Pull every line holding the word "picture" from the data below and copy it.

>>>

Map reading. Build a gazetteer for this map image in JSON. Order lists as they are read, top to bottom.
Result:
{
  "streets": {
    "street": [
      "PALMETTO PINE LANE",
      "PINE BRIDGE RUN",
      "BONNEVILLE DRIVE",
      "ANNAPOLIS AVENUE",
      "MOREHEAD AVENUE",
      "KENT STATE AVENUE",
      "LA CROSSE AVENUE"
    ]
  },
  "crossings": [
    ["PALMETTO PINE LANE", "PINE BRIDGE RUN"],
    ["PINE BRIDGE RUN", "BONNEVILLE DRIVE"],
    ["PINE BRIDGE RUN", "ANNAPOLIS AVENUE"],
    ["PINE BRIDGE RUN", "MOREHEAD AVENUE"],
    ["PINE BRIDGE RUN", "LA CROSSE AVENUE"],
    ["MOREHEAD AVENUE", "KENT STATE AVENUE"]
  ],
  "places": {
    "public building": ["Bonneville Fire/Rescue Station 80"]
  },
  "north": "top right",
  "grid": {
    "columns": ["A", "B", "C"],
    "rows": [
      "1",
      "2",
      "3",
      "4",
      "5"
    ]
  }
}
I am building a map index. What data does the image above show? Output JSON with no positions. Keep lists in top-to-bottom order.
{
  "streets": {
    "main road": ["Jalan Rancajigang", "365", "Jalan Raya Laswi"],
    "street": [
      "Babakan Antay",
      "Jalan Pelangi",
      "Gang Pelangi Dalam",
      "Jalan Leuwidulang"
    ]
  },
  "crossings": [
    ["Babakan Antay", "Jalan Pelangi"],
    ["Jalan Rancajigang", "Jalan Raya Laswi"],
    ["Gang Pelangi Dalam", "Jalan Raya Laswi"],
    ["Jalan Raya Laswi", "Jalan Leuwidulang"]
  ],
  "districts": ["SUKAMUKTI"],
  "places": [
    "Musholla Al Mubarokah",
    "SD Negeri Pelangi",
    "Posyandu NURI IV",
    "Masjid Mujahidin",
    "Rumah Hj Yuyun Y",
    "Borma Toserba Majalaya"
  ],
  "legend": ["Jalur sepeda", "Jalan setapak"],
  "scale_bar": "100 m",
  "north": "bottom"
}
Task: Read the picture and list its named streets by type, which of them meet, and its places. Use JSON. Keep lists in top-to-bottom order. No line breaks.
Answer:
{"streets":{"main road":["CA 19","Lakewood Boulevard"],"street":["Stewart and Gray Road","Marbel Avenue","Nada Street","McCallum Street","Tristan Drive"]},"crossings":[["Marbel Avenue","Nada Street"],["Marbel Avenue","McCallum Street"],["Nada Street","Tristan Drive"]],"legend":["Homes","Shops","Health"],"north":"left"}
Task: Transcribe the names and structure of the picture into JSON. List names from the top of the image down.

<<<

* TASK RESULT *
Task: Read the picture and list its named streets by type, which of them meet, and its places. Use JSON. Keep lists in top-to-bottom order. No line breaks.
Task: Transcribe the names and structure of the picture into JSON. List names from the top of the image down.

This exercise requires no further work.